Will There Be Outward Migration to Rural Areas? — 13 Comments

  1. It used to be a condition of public employment to reside in the district where employed.

    Note that school superintendents in Illinois are compensated at least a quarter of a million dollars annually, when present value of risk free lifetime annuity beginning mid-fifties, and liftetimefree health insurance premiums, life insurance, tax free phone car and clothing allowance, and taxes paid on his behalf by taxpayers

  2. You’re right Abe, the escape from the cities was already going on.

    I moved out of Chicago about 9 years ago bec I could see all these problems piling up.

    In fact yesterday I was talking to my wife about switching up what I do so I can work from home.

    The plan would be to be somewhere further from the cities.

    Mchenry county probably won’t be far enough in the future.

  3. Most areas in McHenry county have property tax rates above 3%. (Woodstock property tax rate is 4%).
    Compare.that to Chicago at around 2%.
    1% of the value of a home every year is a significant additional tax to pay.

    Another significant expense of living in McHenry county is that health insurance premiums are more than 20% higher here than in Cook County.

    With thousands of dollars of household income drained annually (without any relative value given in return), economic development is nonexistent without taxpayer subsidies in the form of TIF. TIF crony-socialism discourages any hope of competition or contributory development.

  4. It’s not the taxes that will push people out of Chicago.

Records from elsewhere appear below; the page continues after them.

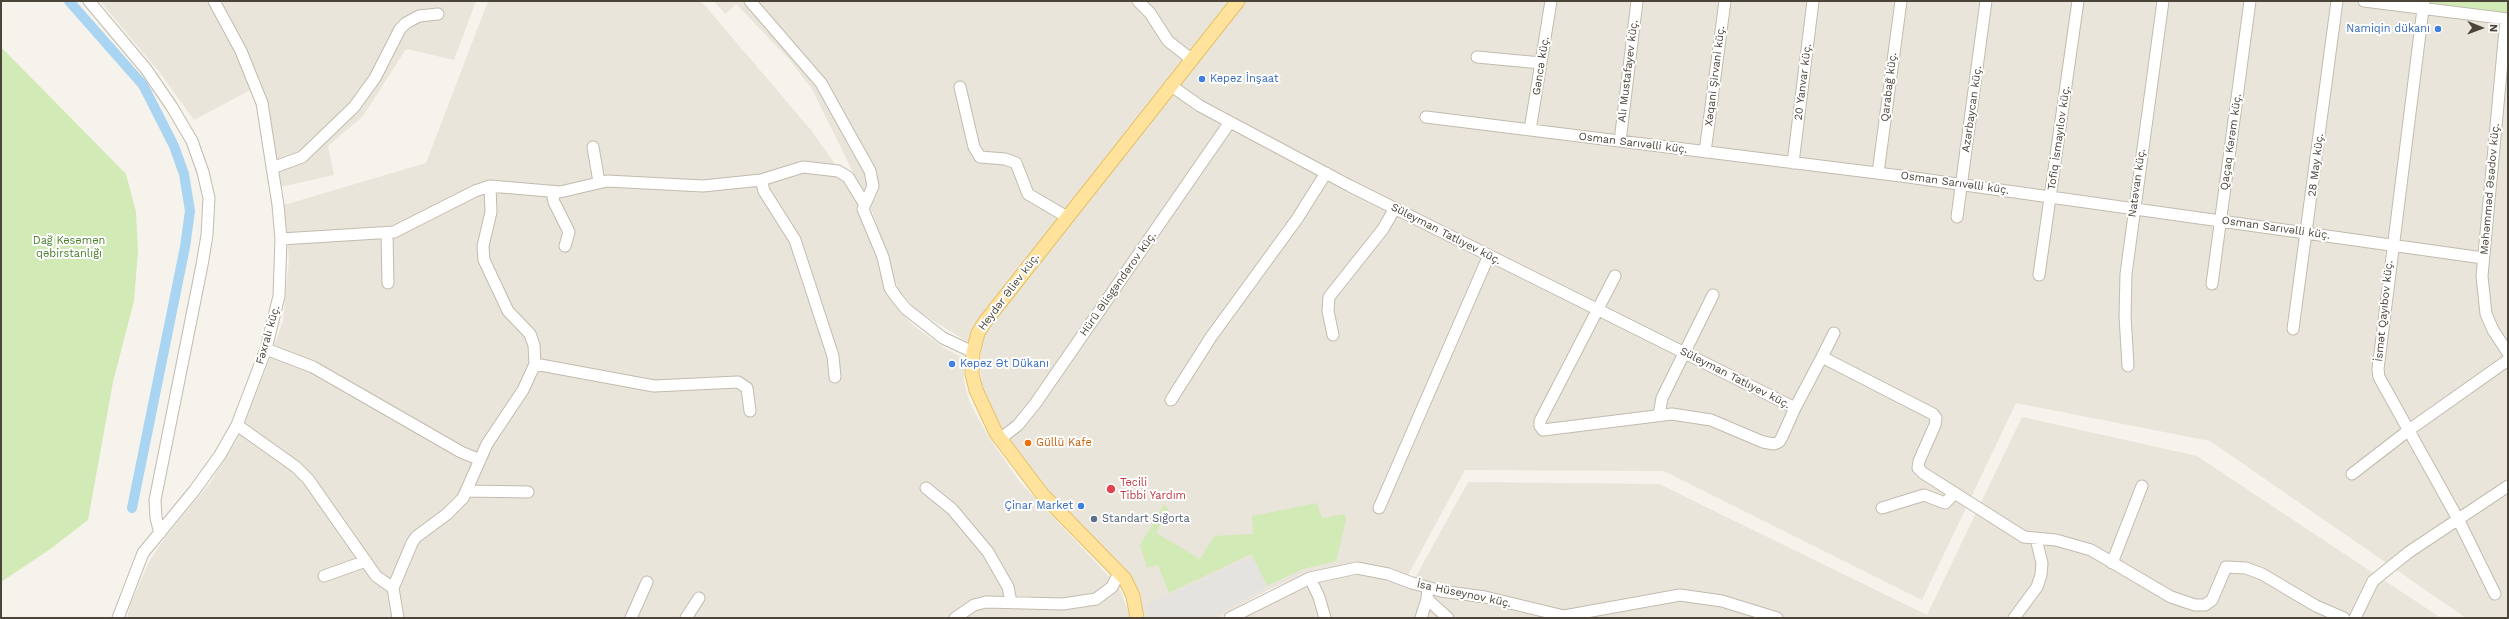 <!DOCTYPE html>
<meta charset="utf-8">
<style>
body{margin:0}
#map{position:relative;width:2509px;height:619px;overflow:hidden;background:#f6f3ec;font-family:"Work Sans",sans-serif}
canvas{display:block}
.frame{position:absolute;inset:0;border:2px solid #4b4439;pointer-events:none}
.north{position:absolute;left:2461px;top:8px;width:40px;height:40px;-webkit-text-stroke:3px #fff;paint-order:stroke;rotate:91deg;font-size:11px;font-weight:700;line-height:16px;text-align:center;color:#4b4439}
.north::after{content:'';display:block;margin:auto;width:14px;height:18px;background:#4b4439;clip-path:polygon(50% 0,100% 100%,50% 72%,0 100%)}
</style>
<div id="map">
<canvas width="2509" height="619"></canvas>
<div class="frame"></div>
<div class="north">N</div>
</div>
<script>
const g = document.querySelector('canvas').getContext('2d');
g.lineJoin = 'round';
function fill(path, color) { g.fillStyle = color; g.fill(path, 'evenodd'); }
const shape = rows => new Path2D(rows.map(r => 'M' + r).join(''));
function stroke(path, color, width, dash) { g.strokeStyle = color; g.lineWidth = width; g.lineCap = dash ? 'butt' : 'round'; g.setLineDash(dash || []); g.stroke(path); }
function write(font, color, halo, rows, align = 'center') {
  g.font = font + ' "Work Sans",sans-serif'; g.lineWidth = 4; g.setLineDash([]); g.textBaseline = 'middle'; g.strokeStyle = halo; g.fillStyle = color; for (const [text, x, y, turn = 0] of rows) {
    g.save(); g.translate(x, y); g.rotate((+turn || 0) * Math.PI / 180); g.textAlign = isNaN(turn) ? turn : align; if (halo) g.strokeText(text, 0, 0); g.fillText(text, 0, 0); g.restore();
  }
}
const residential = shape([
 [100,1,476,1,454,60,406,49,363,116,328,146,334,175,280,187,260,85,194,120,160,73],
 [488,1,701,1,811,130,849,184,879,258,887,292,896,307,914,326,944,348,964,358,964,382,970,403,988,436,1019,481,1119,587,1131,618,127,618,130,605,149,562,164,539,210,483,237,440,264,374,283,321,289,260,284,205,426,163],
 [714,1,2508,1,2508,618,2466,618,2210,441,2016,403,1922,600,1664,471,1465,470,1408,575,1389,568,1352,563,1308,573,1268,590,1218,618,1144,618,1138,592,1111,556,1040,482,1001,428,982,387,980,368,981,350,916,310,898,289,873,213,812,89,788,58,736,4,725,14],
 [2022,417,2197,456,2441,618,1243,618,1306,586,1333,577,1367,574,1387,578,1410,587,1468,482,1659,484,1927,615]
]);
const green = shape([
 [2429,1,2504,1,2508,2,2508,14,2429,4],
 [1,47,126,174,136,212,138,251,134,301,113,382,88,520,49,550,1,582],
 [1317,503,1322,518,1345,514,1346,520,1336,561,1303,569,1267,586,1251,554,1169,593,1158,565,1147,568,1140,545,1164,504,1168,509,1156,533,1200,559,1214,536,1253,534,1252,516]
]);
const parking = shape([
 [1252,556,1267,586,1211,618,1149,618,1148,605]
]);
const canal = shape([
 [69,1,143,85,174,146,184,174,190,211,185,247,132,508]
]);
const minor = shape([
 [89,1,146,69,172,107,192,141,203,172,209,198,207,235,202,265,155,500,156,518,160,533],
 [750,1,821,83,870,171,873,186,863,209,883,257,890,288,897,298,906,309,943,338,973,352],
 [1138,1,1150,13,1168,41,1191,59],
 [2364,1,2508,19],
 [2424,1,2378,369,2379,377,2458,519,2495,594],
 [2506,19,2482,276,2486,314,2493,330,2508,353],
 [1477,57,1541,63],
 [1170,85,1200,106,1350,186,1795,408,1822,357,1933,414,1936,418,1935,425,1919,461,1918,468,1923,473,2024,537,2056,540,2091,550,2171,597,2195,605,2205,605,2212,600,2226,567,2246,568,2262,574,2316,606,2344,618],
 [960,87,974,147,980,157,1005,159,1016,163,1028,194,1067,217],
 [1426,117,1901,176,2483,258],
 [1530,130,1551,1],
 [1620,141,1637,1],
 [593,147,599,182],
 [1705,152,1725,1],
 [1793,163,1813,1],
 [272,168,302,157,354,107,375,78,400,29,406,23,419,16,438,14],
 [1878,173,1901,1],
 [761,180,764,191,795,240,833,356,835,377],
 [552,192,554,202,569,232,565,246],
 [1957,217,1986,1],
 [387,234,388,283],
 [281,239,394,232,475,191,490,186,560,192,607,181,703,186,761,180,803,167,838,171,848,177,864,203],
 [2039,275,2078,1],
 [1615,276,1540,421,1540,426,1543,430,1672,414,1711,420,1763,442,1774,444,1779,442,1782,437,1795,408],
 [2212,284,2250,1],
 [2293,329,2337,1],
 [1333,335,1328,311,1329,297,1383,229,1395,208],
 [266,349,313,367,461,452,478,459],
 [1822,357,1834,333],
 [535,364,654,386,738,382,747,388,750,411],
 [2128,366,2125,316,2126,274,2163,1],
 [1171,400,1211,337,1297,219,1326,173],
 [1659,415,1662,398,1713,295],
 [237,425,296,467,308,479,376,576,393,588],
 [1000,439,1018,425,1035,404,1230,122],
 [2352,474,2409,430,2508,360],
 [926,488,952,509,988,552,1008,587,1011,602],
 [467,491,528,492],
 [1379,508,1489,255],
 [1882,508,1924,495,1945,503,1954,494],
 [2112,563,2142,486],
 [324,576,366,561],
 [1310,578,1319,597,1325,618],
 [1428,588,1427,599,1448,618],
 [118,618,143,553,194,491,220,455,237,425,266,349,279,296,281,239,278,205,262,103,241,51,214,1],
 [398,618,393,588,412,543,416,537,447,514,463,498,487,444,523,390,535,364,534,345,530,334,508,311,484,260,483,246,491,212,490,186],
 [631,618,647,582],
 [686,618,699,598],
 [955,618,974,605,986,602,1063,604,1096,599,1112,587,1119,573],
 [1230,618,1310,578,1357,568,1388,574,1412,583,1441,591,1485,597,1564,616,1680,595,1722,601,1777,618],
 [1421,618,1427,599],
 [2014,618,2037,587,2041,575,2042,563,2036,539],
 [2355,618,2373,581,2409,552,2508,486]
]);
const major = shape([
 [1137,618,1133,596,1125,579,1042,494,996,433,976,390,972,374,973,352,978,333,984,323,1238,1]
]);
const markers = [
 [2438,29,4,"#3f7fe0"],
 [1202,79,4,"#3f7fe0"],
 [952,364,4,"#3f7fe0"],
 [1028,443,4,"#e8710a"],
 [1111,489,5,"#e0444e"],
 [1081,506,4,"#3f7fe0"],
 [1094,519,4,"#5c6f8a"]
];
const shopNames = [
 ["Namiqin dükanı",2430,29],
 ["Kəpəz İnşaat",1210,79,"left"],
 ["Kəpəz Ət Dükanı",960,364,"left"],
 ["Çinar Market",1073,506]
];
const streetNames = [
 ["Gəncə küç.",1541,66,-81],
 ["Alı Mustafayev küç.",1628,71,-83],
 ["Xəqani Şirvani küç.",1715,76,-83],
 ["20 Yanvar küç.",1803,82,-83],
 ["Qarabağ küç.",1889,87,-83],
 ["Azərbaycan küç.",1972,109,-82],
 ["Tofiq İsmayılov küç.",2059,138,-82],
 ["Qaçaq Kərəm küç.",2231,142,-82],
 ["Osman Sarıvəlli küç.",1633,143,7],
 ["28 May küç.",2316,165,-83],
 ["Osman Sarıvəlli küç.",1955,183,8],
 ["Natəvan küç.",2137,183,-82],
 ["Məhəmməd Əsədov küç.",2490,189,-85],
 ["Osman Sarıvəlli küç.",2276,228,8],
 ["Süleyman Tatlıyev küç.",1446,234,27],
 ["Hürü Əlisgəndərov küç.",1118,284,-55],
 ["Heydər Əliev küç.",1009,292,-53],
 ["İsmət Qayıbov küç.",2384,311,-84],
 ["Fəxralı küç.",268,335,-74],
 ["Süleyman Tatlıyev küç.",1735,378,27],
 ["İsa Hüseynov küç.",1464,594,12]
];
const parkNames = [
 ["Dağ Kəsəmən",69,241],
 ["qəbirstanlığı",69,254]
];
const foodNames = [
 ["Güllü Kafe",1036,443]
];
const healthNames = [
 ["Təcili",1120,483],
 ["Tibbi Yardım",1120,496]
];
const serviceNames = [
 ["Standart Sığorta",1102,519]
];
fill(residential, '#eae5da');
fill(green, '#d2eab5');
fill(parking, '#e5e3e0');
stroke(canal, '#a9d4f2', 10);
stroke(minor, '#c2bbae', 13);
stroke(major, '#e6c16a', 15);
stroke(minor, '#fff', 11);
stroke(major, '#ffe39c', 13);
for (const [x, y, r, color] of markers) { const dot = new Path2D(); dot.arc(x, y, r, 0, 2 * Math.PI); g.fillStyle = color; g.fill(dot); stroke(dot, '#fff', 1.5); }
write('11px', '#366cbe', '#fff', shopNames, 'right');
write('11px', '#4b4439', '#fff', streetNames);
write('11px', '#4a7f2a', '#fff', parkNames);
write('11px', '#c56008', '#fff', foodNames, 'left');
write('11px', '#be3a42', '#fff', healthNames, 'left');
write('11px', '#4e5e75', '#fff', serviceNames, 'left');
</script>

    An extra 1% is a small price to pay for not having to worry about riots.

    That will be the thinking going forward.

    If anything the drain of people from the state will probably increase too.

    If you can work from home, there is no need to be near a city or a Metra train.

    Just about anywhere is looking better than Illinois.

    I don’t have to pay for all the buddy buddy pension deals if I don’t want to.

    I can vote with my feet and people already are.

  5. Susan –

    Your statement on insurance rates in McHenry County are not borne out in my experience.

    I had to relocate to Cook County for one year, and my health & auto insurance jumped up substantially, somewhere in the 10% range.

    Both dropped back down when I moved back to McHenry County.

    ✌️😎

  6. My insurers are Blue Cross & State Farm.

    Policies held for 30 years and 40 years, respectively.

  7. I compared rates on aca website for various ages, bronze and gold plans, McHenry county vs. Cook county.

    Feel free to see for yourself.

    You only need to enter a few variables like age and zip code to get rates.

    Insurance companies are allowed to alter rates by age or county.

    The public exchange represents benchmark rates upon which other private plans are based.

  8. Well, in Woodstock it is a 2% of home value differential, and the nominal costs are matched by the annual 2% relative loss of home value due to tax rate capitalization.

    I don’t know many folks who consider 4% of home value annual loss as “a small price to pay”.

  9. First of all, I don’t think Woodstock is where people will want to head.

    Second, not everyone puts money as the number one thing in life.

    In reality it’s probably foolish to consider the home you live in as an investment.

    You are paying for a place to live.

    There is no guarantee that prices will always go up.

    It costs maintenance and taxes and insurance.

    A home really should be viewed more like a car, unless you are making money from it somehow, it’s not an investment.

    I know this goes against what the “experts” might say, but it makes a lot more sense.

  10. Mellow Monk, I really don’t want to pay for your Medicaid sex ‘reassignment’ surgery.